Computing

The US Department of Justice (DOJ) has brought charges for the first time against a North Korean hacker.

The target: Park Jin Hyok is accused of being part of the Lazarus Group, a hacker collective that does the bidding of North Korea’s military intelligence agency. According to the DOJ’s complaint, the North Korean agent worked through a front company called Chosun Expo Joint Venture and operated out of both North Korea and China.

His targets: The Lazarus Group launched a high-profile cyberattack on Sony Pictures Entertainment, which was targeted in 2014 after putting out a film called The Interview that made fun of North Korea’s leader, Kim Jong-Un. Investigators believe it also pulled off an $81 million cyberheist and created WannaCry 2.0, a ransomware program that causes havoc by encrypting data and freezing computers.

A growing list: The DOJ seems to be increasingly willing to name and shame nation-state hackers. Earlier this year, Special Counsel Robert Mueller indicted 11 Russians accused of meddling in the 2016 US presidential election, and the department has called out Chinese hackers for stealing intellectual property.

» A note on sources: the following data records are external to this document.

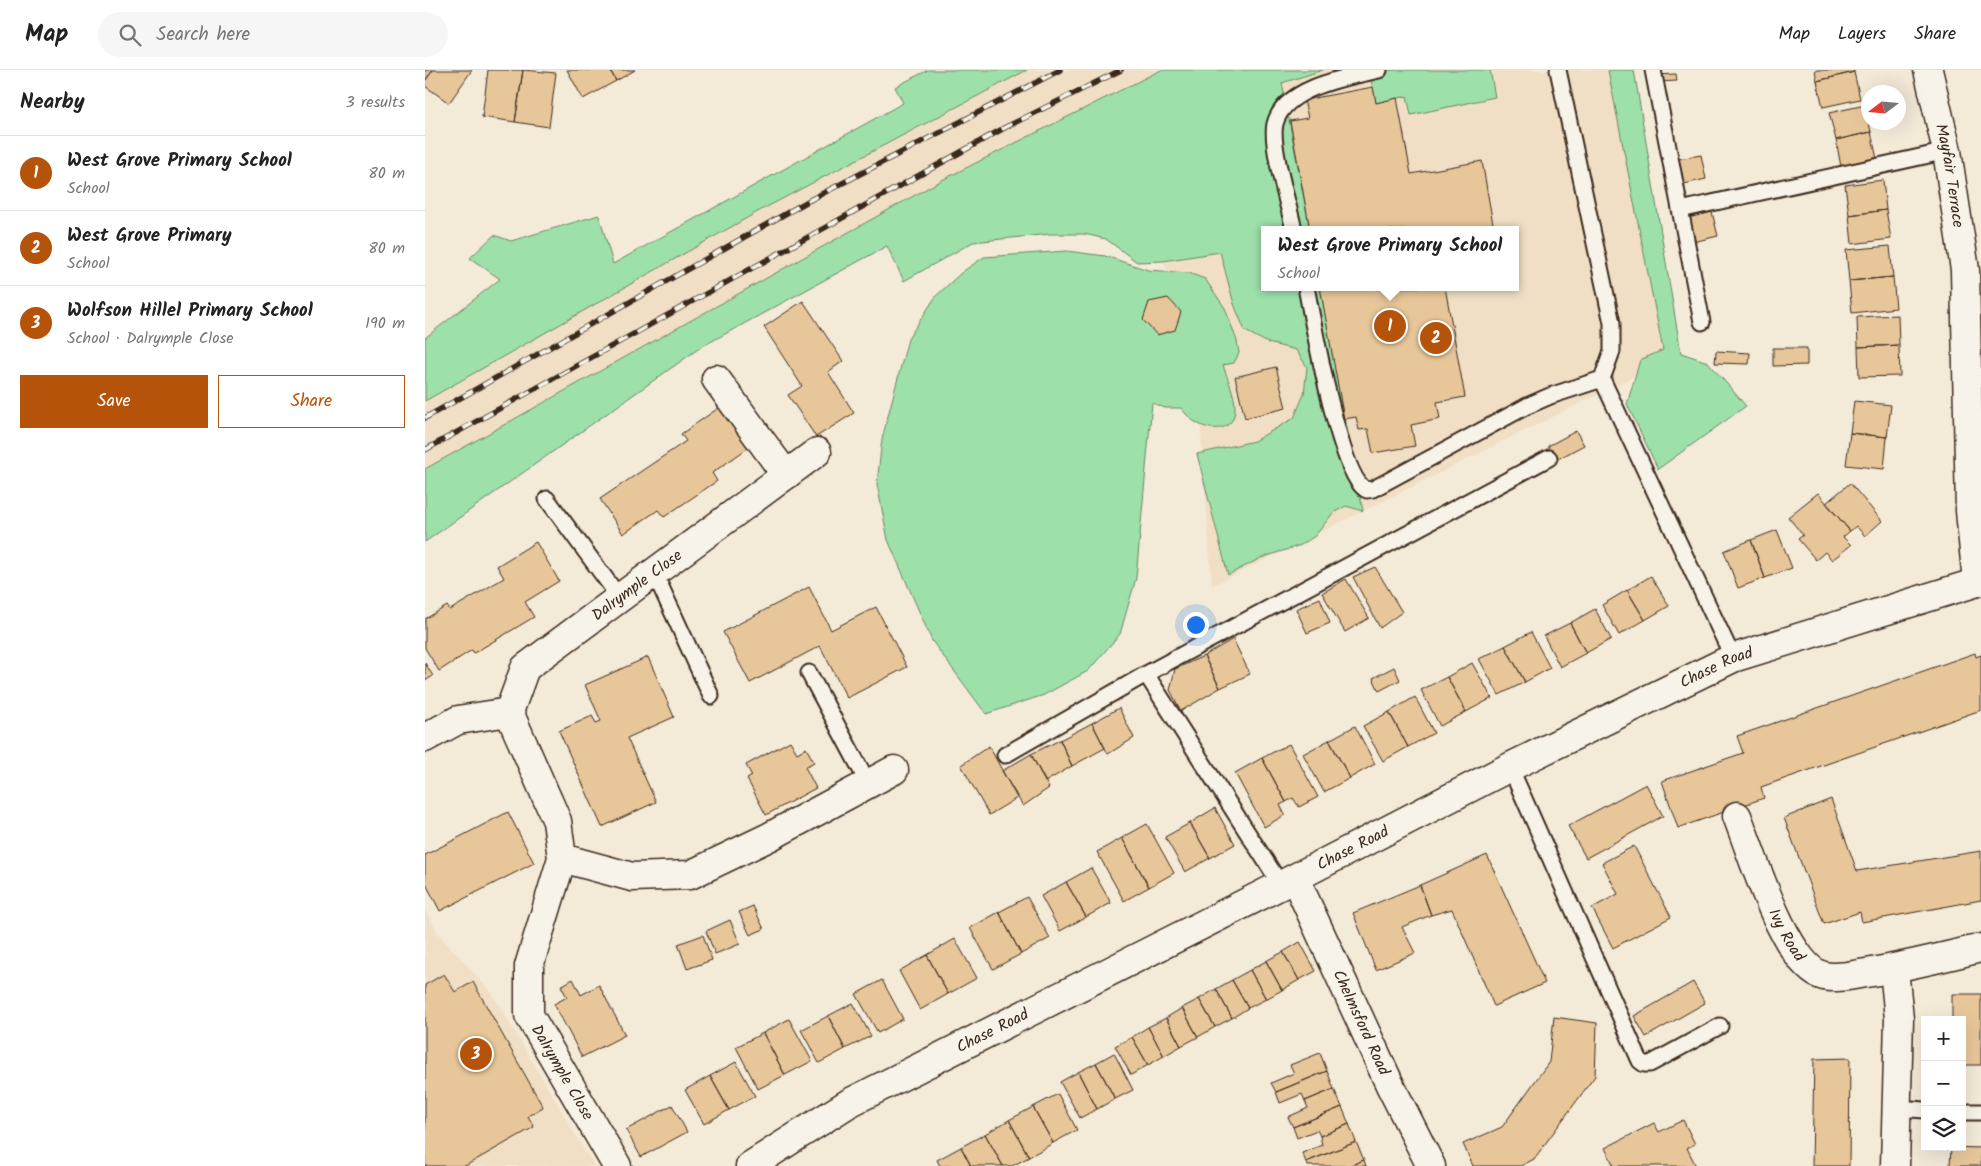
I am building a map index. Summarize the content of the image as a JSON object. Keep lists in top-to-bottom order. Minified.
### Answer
{"streets":{"street":["Mayfair Terrace","Dalrymple Close","Chase Road","Ivy Road","Chelmsford Road"]},"crossings":[["Mayfair Terrace","Chase Road"],["Chase Road","Chelmsford Road"]],"north":"left","page":{"header":"Map","search":"Search here","nav":["Map","Layers","Share"],"heading":["Nearby","3 results"],"list":[{"mark":"1","name":"West Grove Primary School","note":"School","value":"80 m"},{"mark":"2","name":"West Grove Primary","note":"School","value":"80 m"},{"mark":"3","name":"Wolfson Hillel Primary School","note":"School · Dalrymple Close","value":"190 m"}],"popup":["West Grove Primary School","School"],"pins":["1","2","3"],"buttons":["Save","Share"],"map_buttons":["+","−"]}}
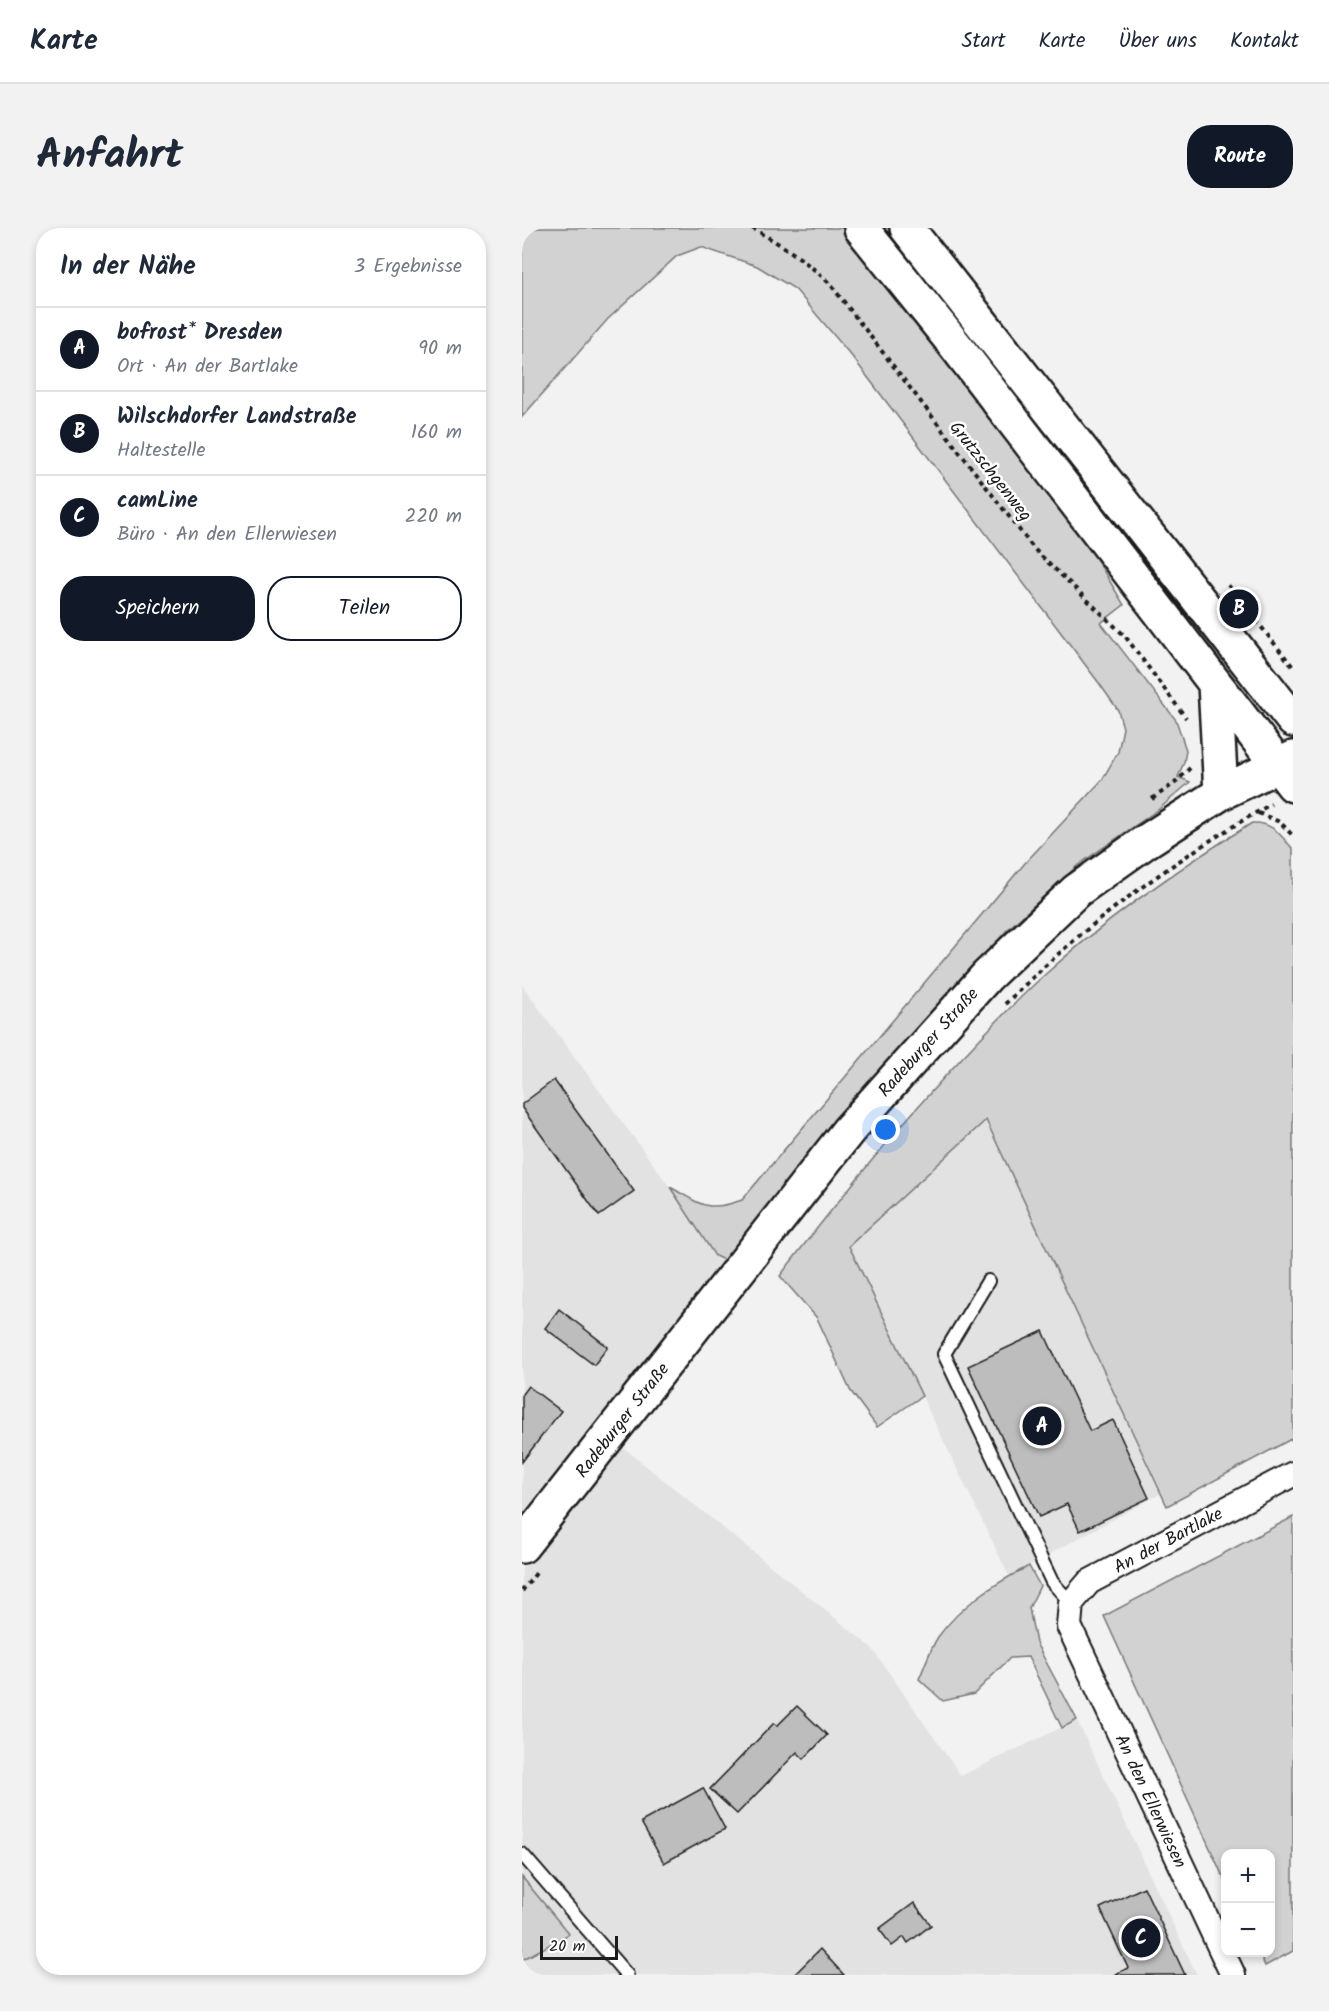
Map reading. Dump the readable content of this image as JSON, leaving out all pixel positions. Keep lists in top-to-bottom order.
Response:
{
  "streets": {
    "main road": ["Radeburger Straße"],
    "street": ["An der Bartlake", "An den Ellerwiesen"],
    "path": ["Grutzschgenweg"]
  },
  "crossings": [
    ["An der Bartlake", "An den Ellerwiesen"]
  ],
  "scale_bar": "20 m",
  "page": {
    "header": "Karte",
    "nav": [
      "Start",
      "Karte",
      "Über uns",
      "Kontakt"
    ],
    "title": "Anfahrt",
    "buttons": [
      "Route",
      ["Speichern", "Teilen"]
    ],
    "heading": ["In der Nähe", "3 Ergebnisse"],
    "list": [
      {
        "mark": "A",
        "name": "bofrost* Dresden",
        "note": "Ort · An der Bartlake",
        "value": "90 m"
      },
      {
        "mark": "B",
        "name": "Wilschdorfer Landstraße",
        "note": "Haltestelle",
        "value": "160 m"
      },
      {
        "mark": "C",
        "name": "camLine",
        "note": "Büro · An den Ellerwiesen",
        "value": "220 m"
      }
    ],
    "pins": ["B", "A", "C"],
    "map_buttons": ["+", "−"],
    "scale": "20 m"
  }
}
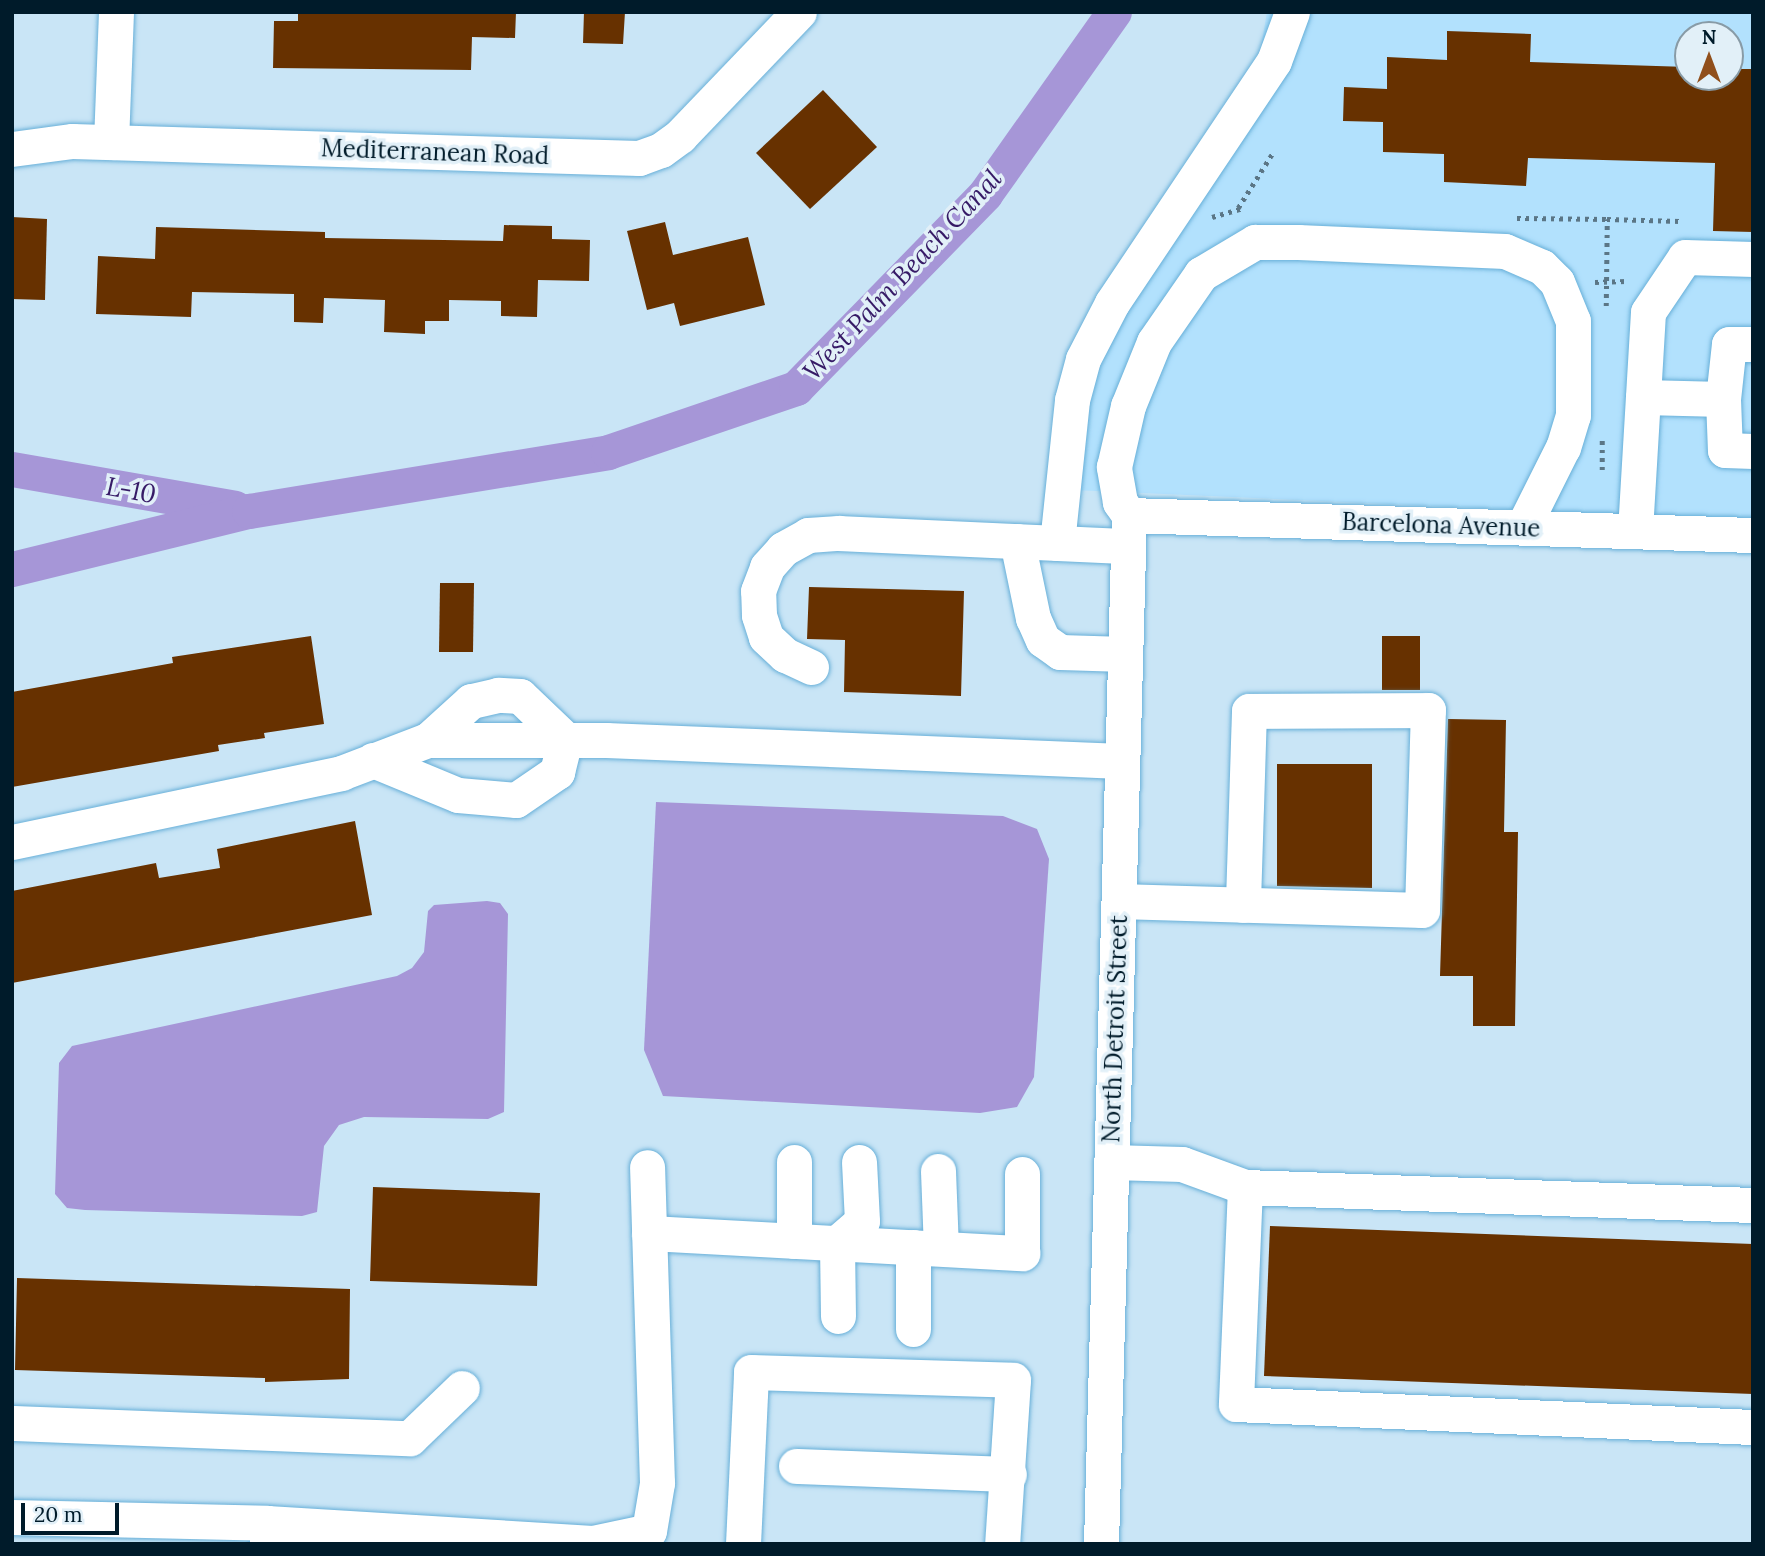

But will it change things? Unlikely. Sure, the people fingered won’t be able to visit the US for a vacation any more, but that wasn’t going to happen anyway. And hacking’s a low-cost way of stealing secrets and disrupting elections, so the countries in question won’t stop using it as a strategy. North Korea already has other groups operating in addition to Lazarus. But the indictments do signal that America takes this stuff seriously, and that intelligence and law enforcement agencies aren’t asleep at the cyber wheel.